Ela tinha. Não, não é latinha. Ela transgredia. Nem bem mulher era, quinze anos, palavra ferina, dentes lindos, inteligente, debochada, desafiava os professores, fazia rir. Não tinha pra ninguém.
Numa aula de educação física uma bolada acertou o olho de um marmanjo, que ele não enxergava nada. Ela se ajoelhou e ficou ali alisando sua testa como quem afaga um cãozinho até ele se levantar.
Outra vez, pegou um gato atropelado na frente do colégio e fez o pronto-socorro de gente acudir o animal.
Filha de uma índia e um velejador norueguês, exceto pelos cílios e as pupilas negras, da mãe nada emprestou. Do frio herdou da flor bela e da neve a cor dos cabelos e da pele. O sotaque agradável não era nórdico, nem indígena.
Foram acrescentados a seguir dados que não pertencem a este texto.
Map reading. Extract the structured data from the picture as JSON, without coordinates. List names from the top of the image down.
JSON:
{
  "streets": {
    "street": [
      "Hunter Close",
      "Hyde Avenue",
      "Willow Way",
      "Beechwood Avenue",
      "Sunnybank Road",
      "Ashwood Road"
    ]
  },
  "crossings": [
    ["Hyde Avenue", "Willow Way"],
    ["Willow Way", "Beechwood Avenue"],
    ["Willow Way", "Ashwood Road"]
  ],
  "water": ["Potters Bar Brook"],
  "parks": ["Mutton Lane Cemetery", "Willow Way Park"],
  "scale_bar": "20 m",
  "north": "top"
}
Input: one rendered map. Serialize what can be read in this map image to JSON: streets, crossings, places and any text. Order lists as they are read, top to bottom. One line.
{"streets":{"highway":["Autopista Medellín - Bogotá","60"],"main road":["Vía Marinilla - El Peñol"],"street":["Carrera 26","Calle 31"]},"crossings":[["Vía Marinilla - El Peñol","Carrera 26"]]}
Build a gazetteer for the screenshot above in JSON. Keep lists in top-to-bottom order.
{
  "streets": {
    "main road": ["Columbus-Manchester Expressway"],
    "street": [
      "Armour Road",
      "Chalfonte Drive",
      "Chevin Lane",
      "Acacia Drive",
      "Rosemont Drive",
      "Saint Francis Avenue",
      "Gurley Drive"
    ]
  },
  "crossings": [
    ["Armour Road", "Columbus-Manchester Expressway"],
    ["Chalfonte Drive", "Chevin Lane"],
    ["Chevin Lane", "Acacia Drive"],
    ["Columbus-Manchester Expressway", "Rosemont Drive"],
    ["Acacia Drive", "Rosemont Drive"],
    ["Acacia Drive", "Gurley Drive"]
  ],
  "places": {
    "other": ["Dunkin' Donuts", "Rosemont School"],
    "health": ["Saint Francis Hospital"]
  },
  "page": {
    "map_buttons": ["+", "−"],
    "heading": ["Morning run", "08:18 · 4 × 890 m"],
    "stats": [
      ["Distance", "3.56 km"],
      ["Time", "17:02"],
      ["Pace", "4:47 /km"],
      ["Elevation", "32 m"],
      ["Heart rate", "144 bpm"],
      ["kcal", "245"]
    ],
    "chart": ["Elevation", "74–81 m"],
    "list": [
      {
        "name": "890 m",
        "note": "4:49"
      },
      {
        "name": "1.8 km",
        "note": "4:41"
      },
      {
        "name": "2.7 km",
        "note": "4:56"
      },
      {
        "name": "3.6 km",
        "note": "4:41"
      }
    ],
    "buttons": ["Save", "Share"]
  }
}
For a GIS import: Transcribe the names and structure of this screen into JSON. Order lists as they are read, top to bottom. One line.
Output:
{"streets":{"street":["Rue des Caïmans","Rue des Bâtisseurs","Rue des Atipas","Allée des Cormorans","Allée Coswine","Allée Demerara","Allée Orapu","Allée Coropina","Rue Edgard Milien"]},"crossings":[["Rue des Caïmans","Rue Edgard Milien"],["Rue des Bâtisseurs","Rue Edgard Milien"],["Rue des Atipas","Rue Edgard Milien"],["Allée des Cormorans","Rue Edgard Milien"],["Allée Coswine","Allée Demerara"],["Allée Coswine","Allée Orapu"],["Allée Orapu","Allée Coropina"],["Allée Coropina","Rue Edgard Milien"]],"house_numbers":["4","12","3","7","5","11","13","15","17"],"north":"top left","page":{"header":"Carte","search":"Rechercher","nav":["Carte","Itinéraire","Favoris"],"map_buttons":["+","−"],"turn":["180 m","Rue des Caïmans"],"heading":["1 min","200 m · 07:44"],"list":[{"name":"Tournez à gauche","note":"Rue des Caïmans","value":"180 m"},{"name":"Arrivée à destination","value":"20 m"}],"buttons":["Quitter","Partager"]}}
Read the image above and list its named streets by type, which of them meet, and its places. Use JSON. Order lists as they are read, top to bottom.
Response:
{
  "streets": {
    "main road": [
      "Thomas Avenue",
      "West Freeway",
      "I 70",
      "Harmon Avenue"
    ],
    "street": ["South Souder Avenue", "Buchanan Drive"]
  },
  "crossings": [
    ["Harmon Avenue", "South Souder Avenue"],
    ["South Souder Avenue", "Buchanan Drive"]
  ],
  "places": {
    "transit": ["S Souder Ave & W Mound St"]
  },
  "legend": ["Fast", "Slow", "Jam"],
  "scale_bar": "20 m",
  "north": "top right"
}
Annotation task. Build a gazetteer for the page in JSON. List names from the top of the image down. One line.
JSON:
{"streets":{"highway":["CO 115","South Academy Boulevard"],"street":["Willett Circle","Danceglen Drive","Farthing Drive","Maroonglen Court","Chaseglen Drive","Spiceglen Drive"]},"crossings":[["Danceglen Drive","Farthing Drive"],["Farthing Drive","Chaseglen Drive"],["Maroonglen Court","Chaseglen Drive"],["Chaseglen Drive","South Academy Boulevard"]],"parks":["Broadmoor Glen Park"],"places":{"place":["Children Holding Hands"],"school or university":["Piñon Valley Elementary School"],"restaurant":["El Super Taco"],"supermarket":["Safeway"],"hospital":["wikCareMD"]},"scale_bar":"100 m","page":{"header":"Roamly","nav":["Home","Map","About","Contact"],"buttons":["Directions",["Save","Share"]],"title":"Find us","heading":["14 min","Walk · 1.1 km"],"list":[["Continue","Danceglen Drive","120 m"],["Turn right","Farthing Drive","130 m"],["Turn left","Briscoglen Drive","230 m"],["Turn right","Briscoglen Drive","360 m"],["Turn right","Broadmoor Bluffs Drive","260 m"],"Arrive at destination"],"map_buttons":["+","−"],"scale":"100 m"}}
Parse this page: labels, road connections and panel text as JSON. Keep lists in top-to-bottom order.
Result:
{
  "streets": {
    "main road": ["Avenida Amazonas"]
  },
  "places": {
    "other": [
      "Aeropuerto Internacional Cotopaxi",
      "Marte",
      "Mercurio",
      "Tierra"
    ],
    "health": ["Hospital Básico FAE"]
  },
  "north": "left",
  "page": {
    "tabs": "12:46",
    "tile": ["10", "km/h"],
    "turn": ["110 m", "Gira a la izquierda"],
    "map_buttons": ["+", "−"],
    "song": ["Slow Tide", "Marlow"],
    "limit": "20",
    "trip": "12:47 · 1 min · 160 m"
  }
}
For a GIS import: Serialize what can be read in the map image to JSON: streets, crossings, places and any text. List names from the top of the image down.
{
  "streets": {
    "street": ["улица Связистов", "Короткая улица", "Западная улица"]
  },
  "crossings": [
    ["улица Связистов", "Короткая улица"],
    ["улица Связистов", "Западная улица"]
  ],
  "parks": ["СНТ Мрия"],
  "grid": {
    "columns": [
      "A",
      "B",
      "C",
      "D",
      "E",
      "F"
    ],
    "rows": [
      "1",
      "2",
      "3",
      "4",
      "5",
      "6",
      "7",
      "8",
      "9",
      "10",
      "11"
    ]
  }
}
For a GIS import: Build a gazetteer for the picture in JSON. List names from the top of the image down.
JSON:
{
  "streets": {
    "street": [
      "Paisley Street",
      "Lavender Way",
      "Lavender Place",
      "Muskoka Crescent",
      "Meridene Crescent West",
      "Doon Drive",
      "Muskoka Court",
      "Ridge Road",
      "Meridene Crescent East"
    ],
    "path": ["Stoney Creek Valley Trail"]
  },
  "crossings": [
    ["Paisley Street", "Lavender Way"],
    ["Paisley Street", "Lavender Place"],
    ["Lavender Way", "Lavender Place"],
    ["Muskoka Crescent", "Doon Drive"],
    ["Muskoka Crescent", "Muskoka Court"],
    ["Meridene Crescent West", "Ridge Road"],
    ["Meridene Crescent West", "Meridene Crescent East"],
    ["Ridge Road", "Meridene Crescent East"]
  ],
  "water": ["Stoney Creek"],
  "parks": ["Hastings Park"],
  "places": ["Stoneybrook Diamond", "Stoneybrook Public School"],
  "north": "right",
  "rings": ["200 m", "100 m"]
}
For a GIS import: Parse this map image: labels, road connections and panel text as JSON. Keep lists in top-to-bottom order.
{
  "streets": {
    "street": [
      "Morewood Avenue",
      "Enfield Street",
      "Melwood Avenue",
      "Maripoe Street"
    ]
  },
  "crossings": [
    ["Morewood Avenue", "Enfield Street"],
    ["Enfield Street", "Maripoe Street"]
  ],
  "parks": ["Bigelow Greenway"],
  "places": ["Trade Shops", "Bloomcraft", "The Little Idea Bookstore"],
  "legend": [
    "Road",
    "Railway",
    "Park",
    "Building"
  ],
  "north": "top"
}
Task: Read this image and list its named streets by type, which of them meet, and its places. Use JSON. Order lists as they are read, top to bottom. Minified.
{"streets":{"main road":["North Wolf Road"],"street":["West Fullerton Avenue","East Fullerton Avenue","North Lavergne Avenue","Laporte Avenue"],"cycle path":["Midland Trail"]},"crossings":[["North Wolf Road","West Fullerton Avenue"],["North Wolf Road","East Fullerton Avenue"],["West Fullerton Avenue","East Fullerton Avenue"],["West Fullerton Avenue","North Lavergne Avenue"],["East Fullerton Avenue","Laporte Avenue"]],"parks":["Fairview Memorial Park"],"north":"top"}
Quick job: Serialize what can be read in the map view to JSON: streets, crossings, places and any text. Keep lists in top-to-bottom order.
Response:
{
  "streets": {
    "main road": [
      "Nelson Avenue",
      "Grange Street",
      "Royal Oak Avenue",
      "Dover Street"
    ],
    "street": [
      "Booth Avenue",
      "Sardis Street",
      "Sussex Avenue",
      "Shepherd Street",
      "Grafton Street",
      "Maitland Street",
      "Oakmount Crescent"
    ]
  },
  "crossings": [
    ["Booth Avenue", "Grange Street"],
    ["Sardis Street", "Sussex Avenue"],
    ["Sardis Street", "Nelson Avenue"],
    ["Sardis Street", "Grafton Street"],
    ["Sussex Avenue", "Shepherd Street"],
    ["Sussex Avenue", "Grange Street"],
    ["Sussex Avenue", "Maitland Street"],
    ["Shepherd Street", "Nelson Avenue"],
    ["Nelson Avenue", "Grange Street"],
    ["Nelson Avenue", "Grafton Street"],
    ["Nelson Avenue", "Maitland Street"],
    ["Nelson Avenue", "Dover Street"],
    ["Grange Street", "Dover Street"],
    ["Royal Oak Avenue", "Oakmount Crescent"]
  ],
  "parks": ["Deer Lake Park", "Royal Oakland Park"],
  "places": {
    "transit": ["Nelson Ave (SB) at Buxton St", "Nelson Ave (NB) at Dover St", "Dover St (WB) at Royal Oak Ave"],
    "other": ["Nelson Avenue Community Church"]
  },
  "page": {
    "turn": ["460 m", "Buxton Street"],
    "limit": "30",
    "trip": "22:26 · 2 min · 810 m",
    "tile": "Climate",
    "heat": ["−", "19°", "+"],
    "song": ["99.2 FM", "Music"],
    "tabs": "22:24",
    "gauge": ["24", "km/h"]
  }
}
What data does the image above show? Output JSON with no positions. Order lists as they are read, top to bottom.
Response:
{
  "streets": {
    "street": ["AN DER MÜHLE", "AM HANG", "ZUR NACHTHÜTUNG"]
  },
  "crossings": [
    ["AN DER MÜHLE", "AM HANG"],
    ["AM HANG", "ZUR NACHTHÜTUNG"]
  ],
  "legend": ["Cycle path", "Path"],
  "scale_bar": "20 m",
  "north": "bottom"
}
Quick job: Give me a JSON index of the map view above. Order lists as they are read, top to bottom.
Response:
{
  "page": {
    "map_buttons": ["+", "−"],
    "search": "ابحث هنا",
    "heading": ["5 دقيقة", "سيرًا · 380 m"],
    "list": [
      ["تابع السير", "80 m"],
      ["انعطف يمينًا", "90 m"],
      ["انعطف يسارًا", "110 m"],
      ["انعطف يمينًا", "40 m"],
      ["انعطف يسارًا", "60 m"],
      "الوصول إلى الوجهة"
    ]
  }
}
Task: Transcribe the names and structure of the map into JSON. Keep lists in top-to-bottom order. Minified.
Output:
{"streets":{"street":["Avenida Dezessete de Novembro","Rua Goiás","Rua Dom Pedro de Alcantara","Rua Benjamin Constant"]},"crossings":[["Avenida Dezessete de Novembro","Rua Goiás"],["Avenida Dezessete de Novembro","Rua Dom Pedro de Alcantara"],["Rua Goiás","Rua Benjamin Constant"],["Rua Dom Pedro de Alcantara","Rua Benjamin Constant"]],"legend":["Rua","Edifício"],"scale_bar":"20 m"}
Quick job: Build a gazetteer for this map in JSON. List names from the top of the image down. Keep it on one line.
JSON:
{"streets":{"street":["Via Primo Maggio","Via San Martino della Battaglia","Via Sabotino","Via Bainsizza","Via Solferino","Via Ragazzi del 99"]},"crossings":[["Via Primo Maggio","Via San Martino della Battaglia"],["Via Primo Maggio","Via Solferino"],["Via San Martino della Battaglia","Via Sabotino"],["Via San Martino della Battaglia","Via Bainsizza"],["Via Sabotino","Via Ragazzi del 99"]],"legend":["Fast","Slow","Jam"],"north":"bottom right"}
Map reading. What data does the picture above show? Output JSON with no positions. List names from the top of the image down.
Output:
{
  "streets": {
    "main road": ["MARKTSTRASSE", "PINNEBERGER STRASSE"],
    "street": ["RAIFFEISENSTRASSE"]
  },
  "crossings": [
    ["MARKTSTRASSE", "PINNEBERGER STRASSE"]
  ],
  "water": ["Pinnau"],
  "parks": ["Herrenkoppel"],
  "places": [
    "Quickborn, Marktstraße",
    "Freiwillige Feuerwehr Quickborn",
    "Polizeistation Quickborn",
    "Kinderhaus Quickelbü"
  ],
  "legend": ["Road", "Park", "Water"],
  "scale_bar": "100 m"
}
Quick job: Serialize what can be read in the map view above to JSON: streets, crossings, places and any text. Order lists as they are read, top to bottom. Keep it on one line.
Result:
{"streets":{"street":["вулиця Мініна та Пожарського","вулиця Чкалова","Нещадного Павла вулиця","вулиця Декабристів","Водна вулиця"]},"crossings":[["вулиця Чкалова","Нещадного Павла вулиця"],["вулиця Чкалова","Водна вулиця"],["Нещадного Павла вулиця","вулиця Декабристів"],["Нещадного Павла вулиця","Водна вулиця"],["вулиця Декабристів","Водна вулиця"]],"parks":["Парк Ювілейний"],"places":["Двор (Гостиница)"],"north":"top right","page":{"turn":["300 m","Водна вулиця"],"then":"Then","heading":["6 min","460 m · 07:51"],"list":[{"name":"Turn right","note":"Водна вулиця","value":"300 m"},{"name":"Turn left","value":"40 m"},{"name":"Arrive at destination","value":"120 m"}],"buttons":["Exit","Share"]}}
Alquimia genética exótica, esdrúxula, loja de brinquedos, fada ou bruxa, quem saberia?
E se era desbocada, sabida era mais ainda e besteira não falava nunca.Quando sorria, bastava isso, quem não queria? Queria o quê? Dava vontade, dava paúra, era o inferno. Olhos grandes que cegavam, boca que mordia sem morder, pernas lindas, súcubo nos pesadelos.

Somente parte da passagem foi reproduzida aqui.